Originally
posted by
tellarion:
Sam, you've been making some great points so far, but this latest one is straight from the mouth of the GOP. Just because you might be a beneficent employer, doesn't mean ANYONE ELSE is. Sure, that may be a bit of fear-mongering and conjecture on my part, but it highlights the reason why laws and regulations are necessary. People have had the ability to purchase their own healthcare for years, but a MASSIVE chunk of people refuse to until they actually get sick. And by then it's too damn late. If people were forced to have some basic health insurance, would they be more or less likely to visit a doctor instead of an emergency room?
And like Dissident just pointed out, do you really think the rich are better able to manage their money than most people? Well you're right, because they manage to siphon the bulk of it offshore and abuse tax loopholes with their armies of lawyers and tax professionals. There's a reason Romney isn't making his records public: It's EMBARRASSING to the average American.
Let's just go back to deregulating the system, because that has worked SOOOO well!! And trickle down economics? How many godamn times do we have to keep making the SAME MISTAKE and expecting the outcome to be different! Go look up 1929 and the Great Depression and come back and tell me how wildly different the current situation is from back then. Tell me how the Democratic government put programs in place under FDR that gave the rich HUGE tax breaks and DEREGULATED business so that it could pull the rest of us lowly peons up into prosperity with them.
Oh wait, you can't possibly tell me that, because IT DIDN'T HAPPEN.
Thank you for the compliment, tellarion. However, the first line of this response is an example of the red-v-blue attitude that frustrates me so much. I stated what i believe on the subject of wealth theft/redistribution, and on class warfare in general. It happens to line up with what republican politicians *claim* to believe. So what?

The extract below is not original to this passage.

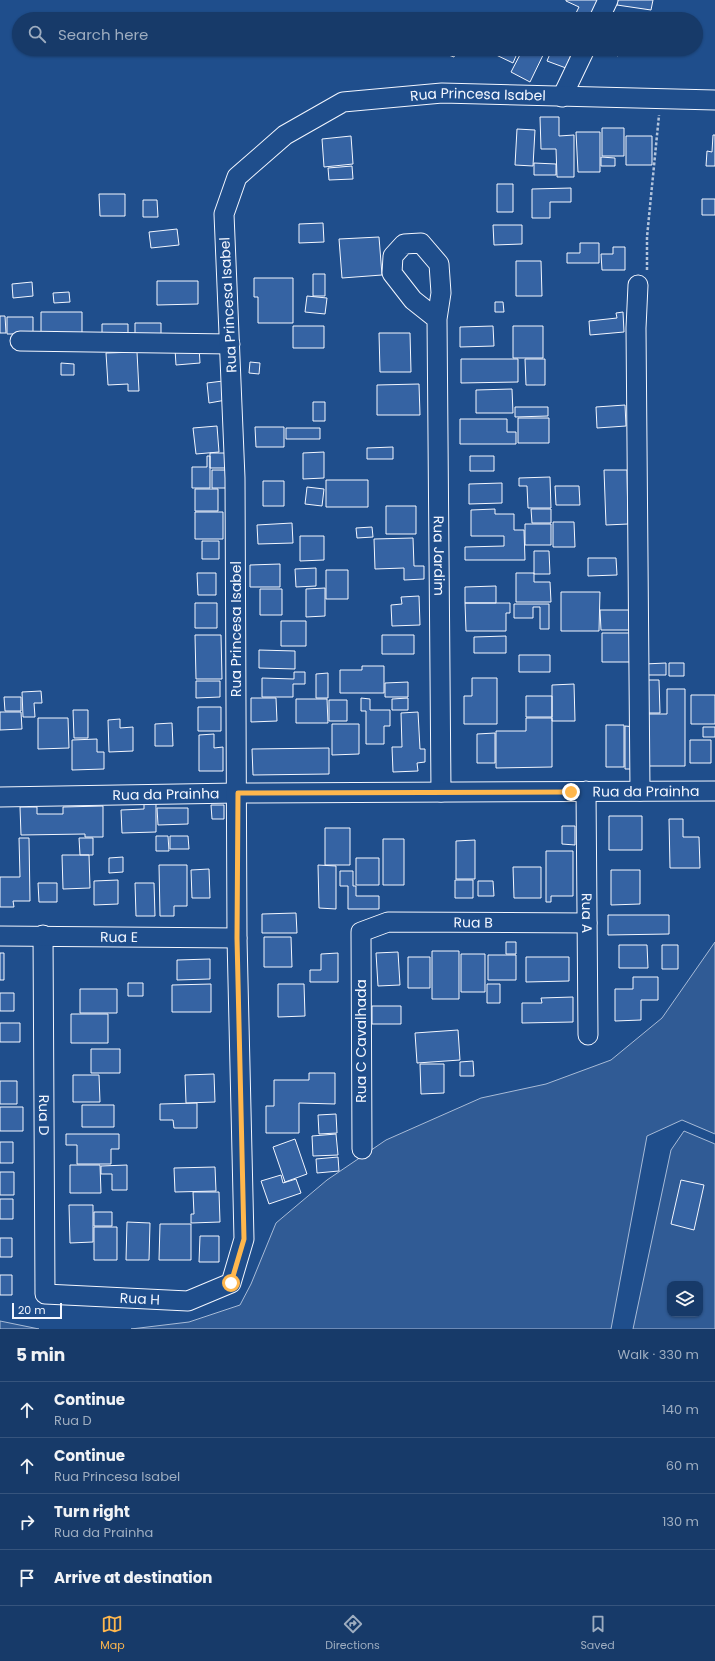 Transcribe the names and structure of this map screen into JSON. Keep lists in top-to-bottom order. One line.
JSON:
{"streets":{"street":["Rua Princesa Isabel","Rua Jardim","Rua da Prainha","Rua A","Rua B","Rua E","Rua C Cavalhada","Rua D","Rua H"]},"crossings":[["Rua Princesa Isabel","Rua da Prainha"],["Rua Princesa Isabel","Rua E"],["Rua Princesa Isabel","Rua H"],["Rua Jardim","Rua da Prainha"],["Rua da Prainha","Rua A"],["Rua A","Rua B"],["Rua B","Rua C Cavalhada"],["Rua E","Rua D"],["Rua E","Rua H"],["Rua D","Rua H"]],"scale_bar":"20 m","page":{"search":"Search here","scale":"20 m","heading":["5 min","Walk · 330 m"],"list":[["Continue","Rua D","140 m"],["Continue","Rua Princesa Isabel","60 m"],["Turn right","Rua da Prainha","130 m"],"Arrive at destination"],"nav":["Map","Directions","Saved"]}} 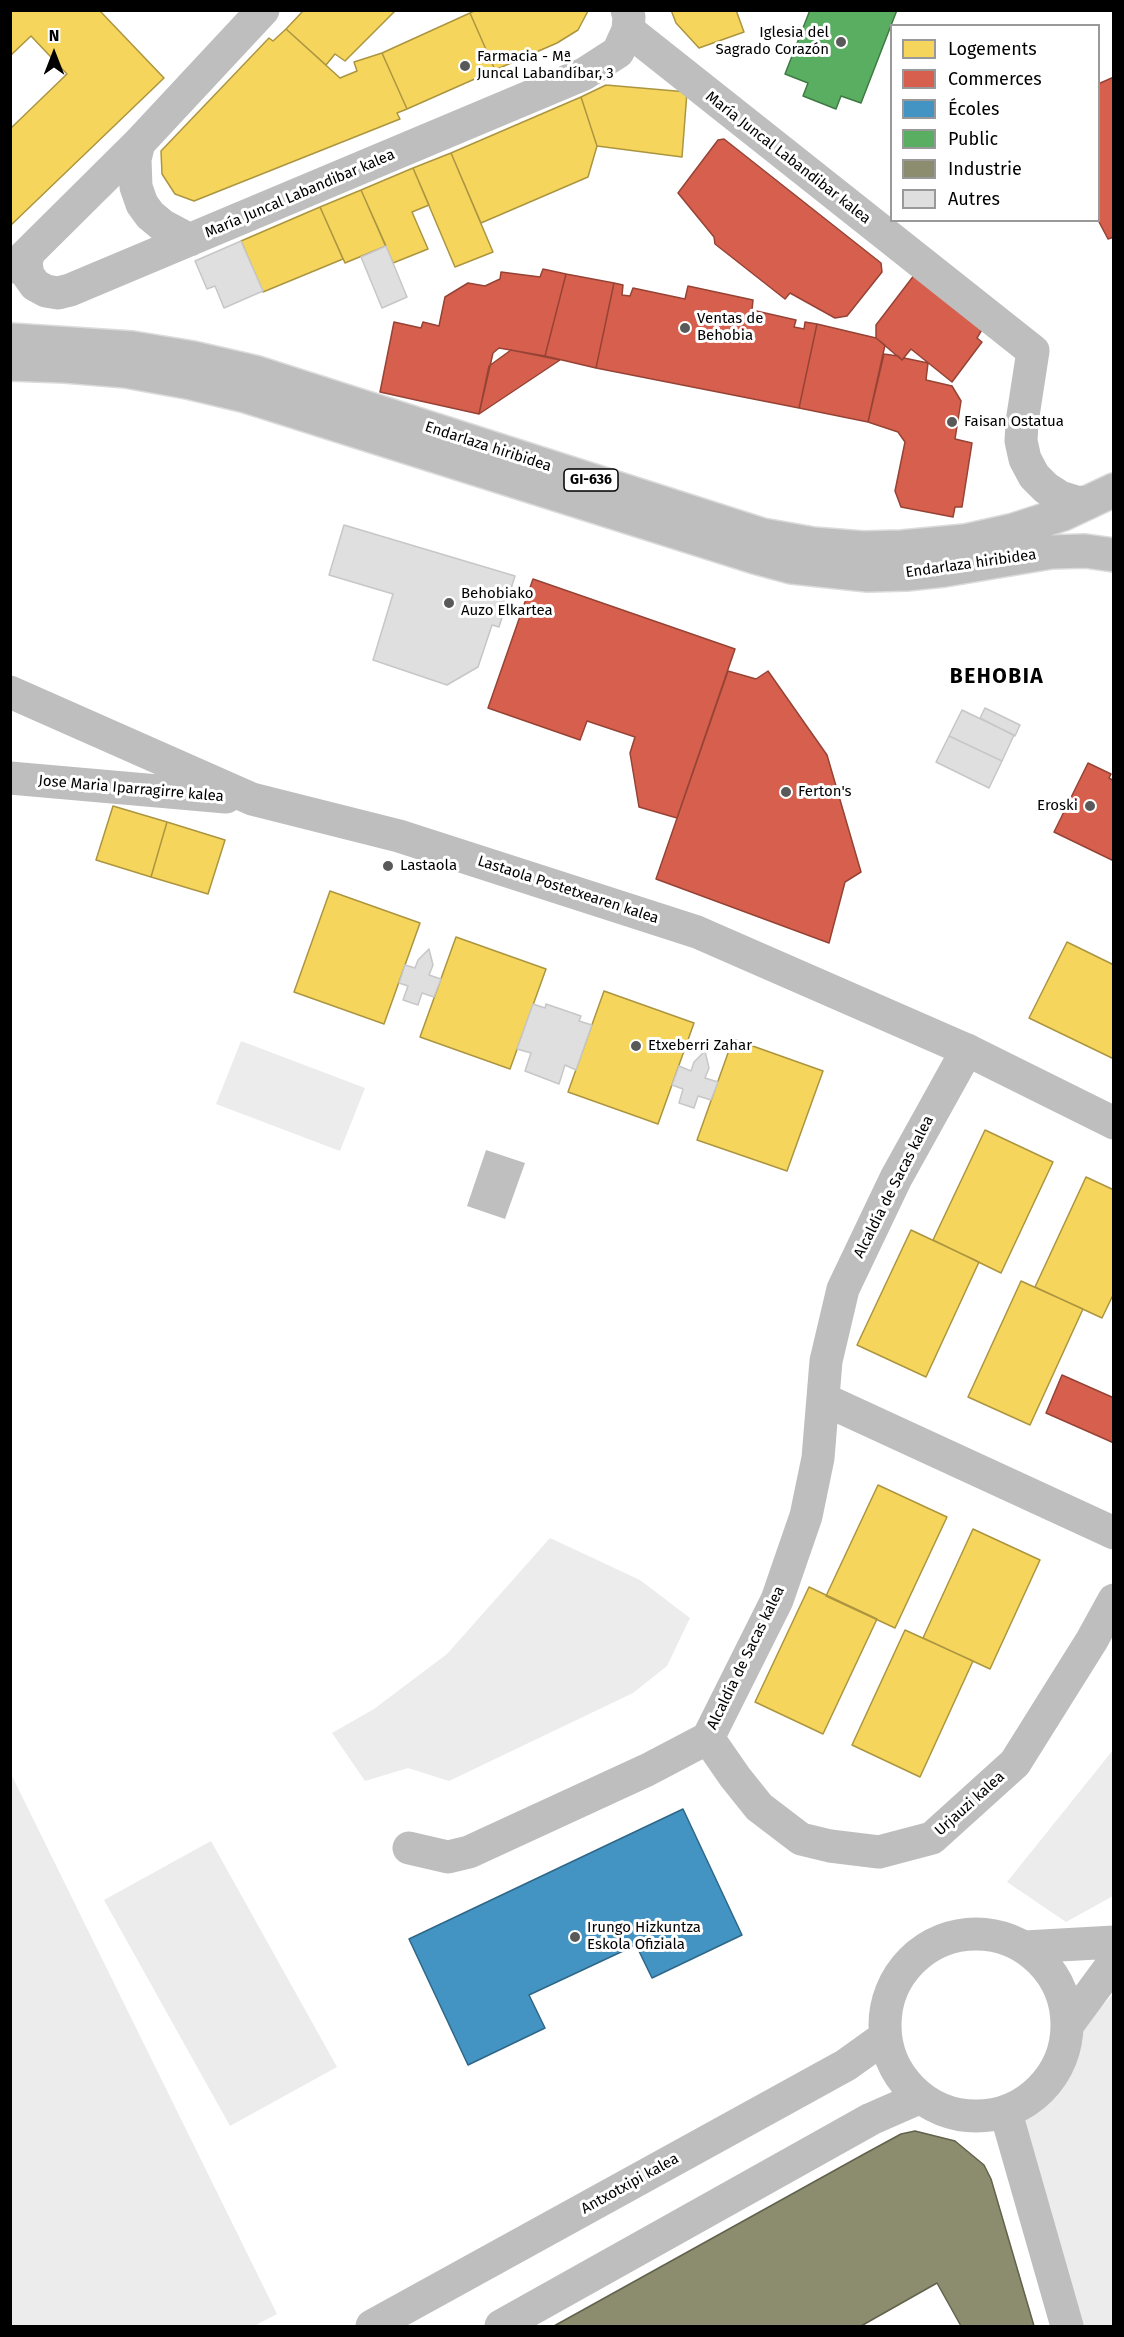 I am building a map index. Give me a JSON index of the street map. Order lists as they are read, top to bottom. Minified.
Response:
{"streets":{"street":["María Juncal Labandibar kalea","Endarlaza hiribidea","GI-636","Jose Maria Iparragirre kalea","Lastaola Postetxearen kalea","Alcaldía de Sacas kalea","Urjauzi kalea","Antxotxipi kalea"]},"crossings":[["María Juncal Labandibar kalea","Endarlaza hiribidea"],["Endarlaza hiribidea","GI-636"],["Jose Maria Iparragirre kalea","Lastaola Postetxearen kalea"],["Lastaola Postetxearen kalea","Alcaldía de Sacas kalea"],["Alcaldía de Sacas kalea","Urjauzi kalea"]],"districts":["BEHOBIA"],"places":["Iglesia del Sagrado Corazón","Farmacia - Mª Juncal Labandíbar, 3","Ventas de Behobia","Faisan Ostatua","Behobiako Auzo Elkartea","Ferton's","Eroski","Lastaola","Etxeberri Zahar","Irungo Hizkuntza Eskola Ofiziala"],"legend":["Logements","Commerces","Écoles","Public","Industrie","Autres"],"north":"top"}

I'm someone who in recent years has come to consider himself a libertarian. This means that i believe the only legitimate function of the federal government is to protect our liberty. That's it. Nothing more. It's not their job to take care of me, or to make sure that i don't make bad decisions. It's not their job to make sure that i save for retirement, or that i plan for medical disaster. It's also not their job to save me if i do fail to plan for those events.
I also believe that the federal government has absolutely zero business telling people who they may or may not marry. I don't think they have any business telling people which intoxicants they may choose to consume, even if those intoxicants are horribly bad for them. Do those beliefs make me a mouthpiece for the democrats?
I think we need an immigration system that allows people an affordable way to stay here, *if they are working*. I do not believe that we should reward those who have already come here illegally by moving them to the front of the line ahead of those who play by the rules, but i do believe that if they can demonstrate a willingness and desire to make it on their own, they should have an easy way to do so while applying for citizenship. No law-abiding person, willing to live on the fruits of their own labor, should be denied residency here. I do not think that people who are not citizens should be able to vote however, and i believe we must have methods in place to ensure the integrity of our election process. So which party do i line up with on this one? Am i a repblicratodemican?
And back to my initial post, i want to clarify something. I'm not against big business either. I cannot understand the mindset that because a business has become successful, it all of a sudden becomes this evil entity that must attone for its sins by being forced to give up more of its profits.
I am against federal meddling in business, because the end result is virtually always corruption, and a less level playing field. I don't begrudge my big competitors their success. However, they should not be able to buy politicians, and get themselves exemption from regulations that i have to try to find some way to follow. As long as we allow the federal government to overstep its bounds and engage in regulation that should be left to the states or local governments, this corruption will continue.
And btw, maybe i'm mistaken here, but i thought the financial industry was one of the most heavily regulated industries in the u.S. *before* the big collapse. All the regulation in the world isn't going to help, when giant bureaucracies rule the roost. And you bet i hate the fact that my tax dollars went to those companies which should have been allowed to fail.
I know my company is not an example of a model that all businesses follow. My point though is that it doesn't matter. When you take more money from the successful business, there are two places it will come from. Increased prices - which eventually hit you, the consumer - or lower wages. In the case of a smaller, less profit obsessed business like mine, there simply is no other place for those funds to come from.. For a larger or more profit obsessed company, it just won't come from anywhere else, even if it can. And that does not make the ceo of that company evil. He is choosing to use the fruits of his labor how he sees fit. If his employees think the pay structure is unfair, nobody is forcing them to remain employees there. They have the liberty to leave.
One last thing. I never said "the rich" are better able to manage their money than most people. I said they're better at it than federal bureaucracies, and i think anybody who thinks otherwise is being willfully blind. I think the federal govt rates just barely above the guy in the cardboard house for money management skills.